# **Configuring SearchBlox**

Before installing a network crawler, install SearchBlox successfully, then create a [**Custom Collection**](🔗).


# **Installing the Network Crawler**

Contact [[email protected]](🔗) to get the download link for SearchBlox-network-crawler.

Download the latest version of SearchBlox-network-crawler. Extract the downloaded zip to /opt/searchblox-network in Linux or C: /searchblox-network in Windows.

# **Configuring SMB**

The extracted folder will contain a folder named /conf, which contains all the configurations needed for the crawler.

**Config.yml** This is the configuration file that is used to map SearchBlox to the network crawler. Edit the file in your favorite editor.

_apikey_: This is the API Key of your SearchBlox instance. You can find it in the Admin tab of the SearchBlox instance.

_colname_: Name of the custom collection which you created.

_colid_: The Collection ID of the collection you created. It can be found in the Collections tab near the collection name from the SearchBlox instance.

_url_: The URL of SearchBlox instance.

_sbpkey_: This is the SB-PKEY of your SearchBlox instance. You can find it in the Users tab of the SearchBlox instance. Only Admin role users will be given with SB-PKEY. Please create a admin user if you have not created one.

**searchblox.yml** This is the Elasticsearch configuration file that is used by SearchBlox network crawler. Edit the file in your favorite editor.

_searchblox.elasticsearch.url_: URL used by Elasticsearch with port. If you use IP or domain please configure this setting.

_searchblox.elasticsearch.host_: Hostname used for Elasticsearch.

_searchblox.elasticsearch.port_: Port used for Elasticsearch.

_searchblox.basic.username_: Username for Elasticsearch

_searchblox.basic.password_: Password for Elasticsearch

_es.home_: Windows or Linux Path to mentioned based on the OS type you use. For Linux the path will be `/opt/searchblox/elasticsearch`

**windowsshare.yml** Enter the details of the domain server, authentication domain, username, password, folder path, disallow path, allowed format and recrawl interval in C:/searchblox-network/conf/windowsshare.yml. You can also enter details of more than one server, or more than one path in same server, in windowsshare.yml file.

You can find the details in the content of the file as shown here.

# **Starting the Crawler**

The crawler can be started with start.sh in Linux and start.bat in Windows. The crawler starts in the background, but you can see the logs in the logs folder.


  • You can only run one network crawler at a time.
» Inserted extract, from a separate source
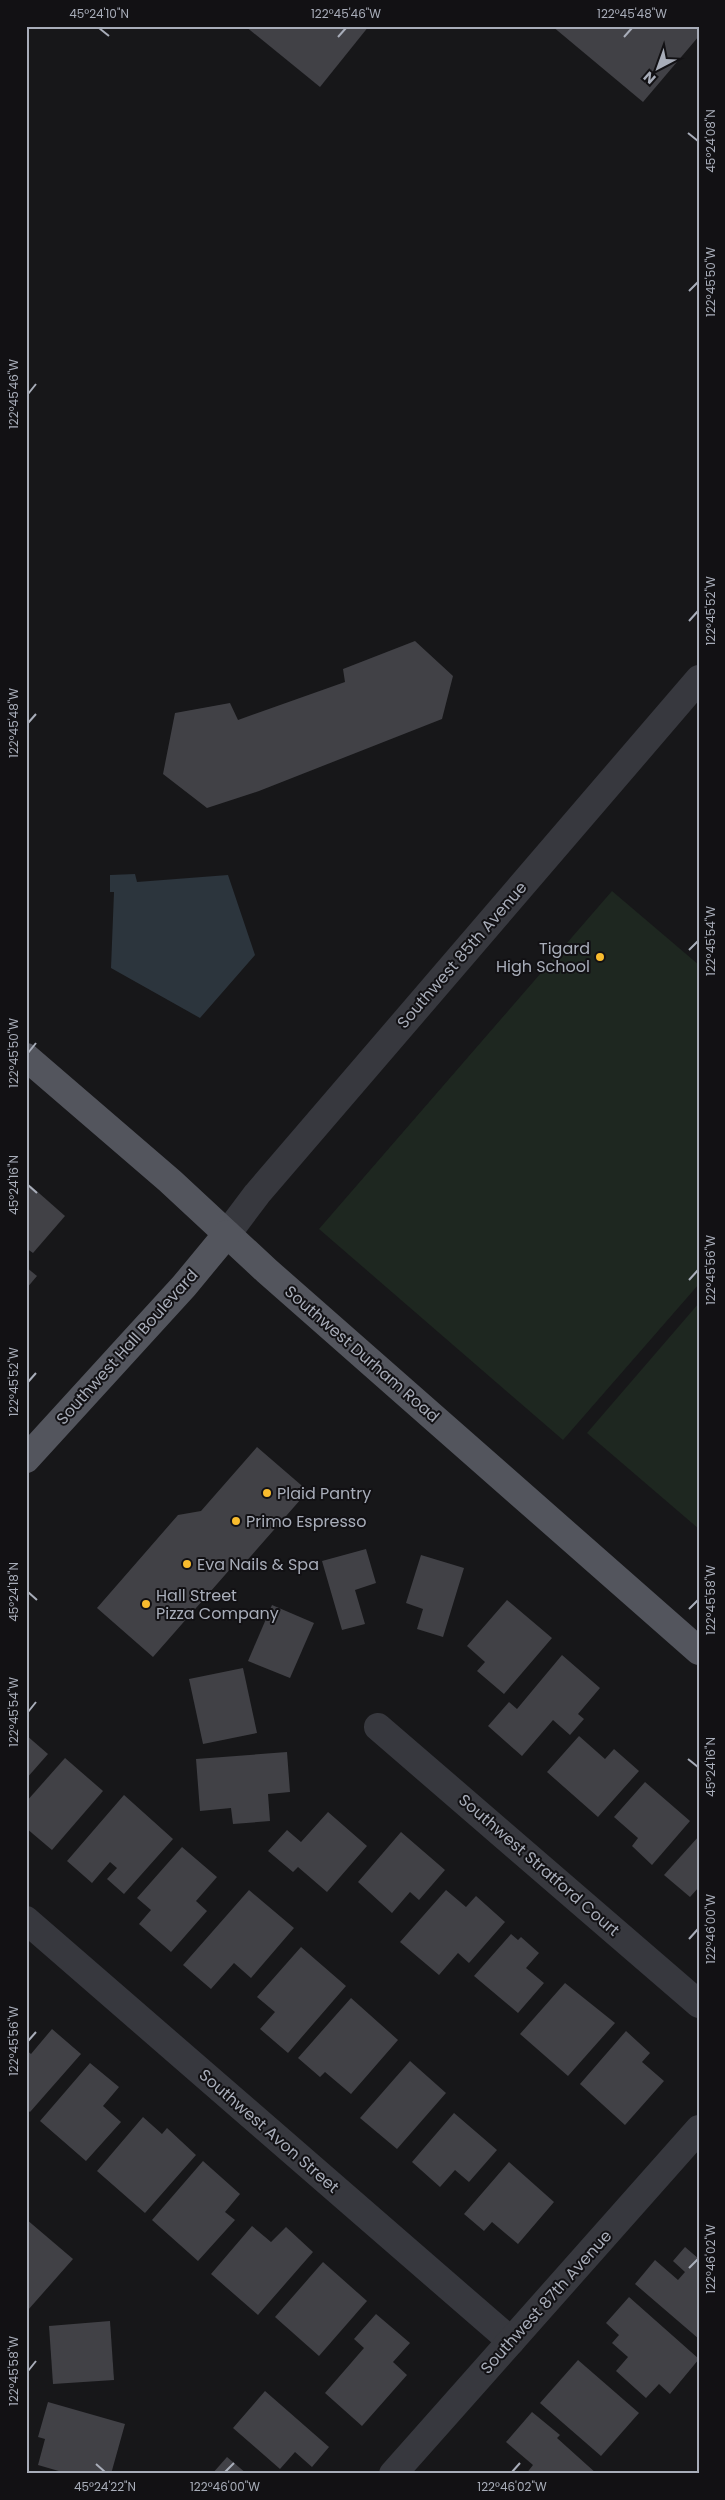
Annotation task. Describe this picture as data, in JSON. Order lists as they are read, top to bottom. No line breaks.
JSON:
{"streets":{"main road":["Southwest Hall Boulevard","Southwest Durham Road"],"street":["Southwest 85th Avenue","Southwest Stratford Court","Southwest Avon Street","Southwest 87th Avenue"]},"crossings":[["Southwest 85th Avenue","Southwest Hall Boulevard"],["Southwest 85th Avenue","Southwest Durham Road"],["Southwest Hall Boulevard","Southwest Durham Road"],["Southwest Avon Street","Southwest 87th Avenue"]],"places":["Tigard High School","Plaid Pantry","Primo Espresso","Eva Nails & Spa","Hall Street Pizza Company"],"north":"bottom left","coordinates":["45°24'10\"N","122°45'46\"W","122°45'48\"W","45°24'08\"N","122°45'50\"W","122°45'52\"W","122°45'54\"W","45°24'16\"N","122°45'56\"W","45°24'18\"N","122°45'58\"W","122°46'00\"W","122°46'02\"W","45°24'22\"N"]}
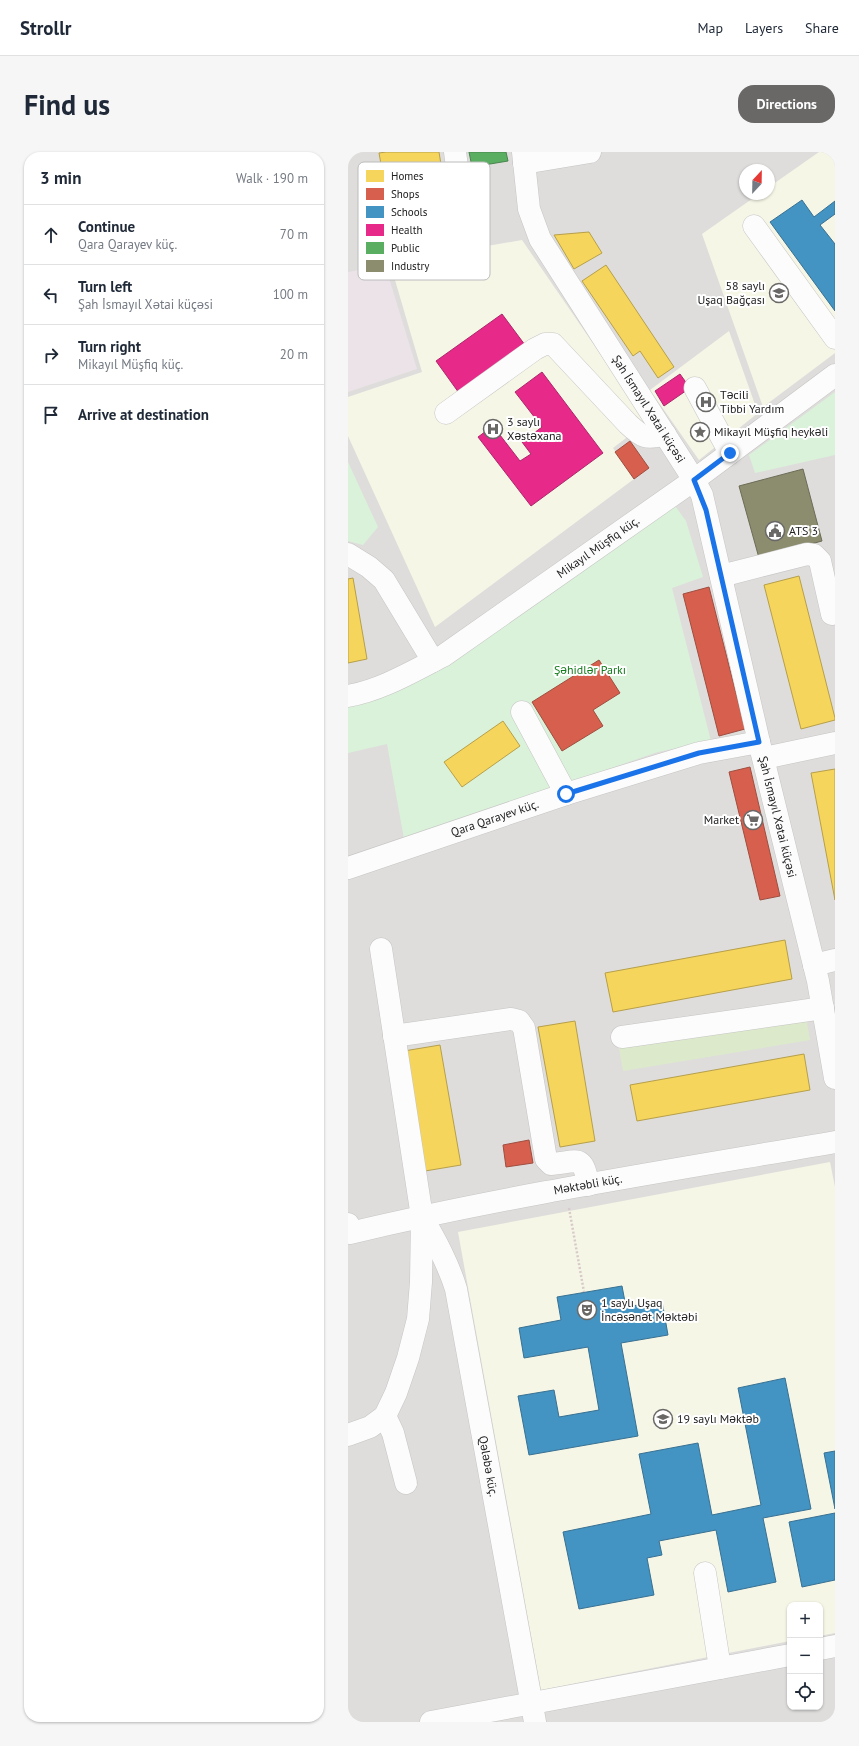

If you need to run the crawler for different paths or different servers, enter the details in the same network crawler in the Windowsshare.yml file.

  • To re-run the crawler in another collection, delete sb_network index using a tool that can communicate with Elasticsearch.

  • Network connector has to be stopped manually.

  • If plain passwords are not allowed in your server, enable the plain password using the following line in start.bat of the network connector: **-Djcifs.smb.client.disablePlainTextPasswords=false**

# **Searching Securely Using SearchBlox**

Enable Active Directory secure search under Search → Security settings as shown in the following. Secure Search can be used based on Active Directory configuration by enabling the checkbox for Secured Search and entering the required settings.

  • Select Enable Secured Search and configure ldap then Test the connection.


  • Enter the Active Directory details

**LDAP URL**LDAP URL that specifies base search for the entries
**Search Base**Search Base for the active directory
**Username**Admin username
**Password**Password for the username
**Filter-Type**Filter type could be default or document.
**Enable document filter**Enable this option to filter search results based on users
  • Once you setup security groups, Login using AD credentials here: [https://localhost:8443/search](🔗)

# **Admin Access to File Share**

If the SMB file share is available on another server on the same network and requires permission, run the SearchBlox server service with Admin access and enter your credentials. Running as Admin account or account with access to files only will help successfully index files from the share.

Make sure to run the network crawler as Admin in a similar manner.


## How to increase memory in Network Connector

**For Windows** Go to <network_crawler_installationPath>/start.bat and allocate more RAM by making changes in the following line rem set JAVA_OPTS=%JAVA_OPTS% -Xms1G -Xmx1G instead of 1G, enter 2G or 3G.

**For Linux** Go to <network_crawler_installationPath>/start.sh uncomment the following line and allocate more memory. JAVA_OPTS="$JAVA_OPTS -Xms1G -Xmx1G"

## Delete sb_network to rerun the crawler in another collection.

To rerun the network crawler in another collection, delete the sb_network index using a tool that can communicate with Elasticsearch. Go to [https://localhost:9200/_cat/indices](🔗) and check whether you can view the sb_network index.


Postman can be used to access Elasticsearch.

Start Postman and create a Postman request to delete an index, use the DELETE command as shown here:


Look for the "acknowledged": "true" message.

Check [https://localhost:9200/_cat/indices](🔗); **sb_network **index should not be available among the indices.

Rerun the crawler after making necessary changes to your config.yml.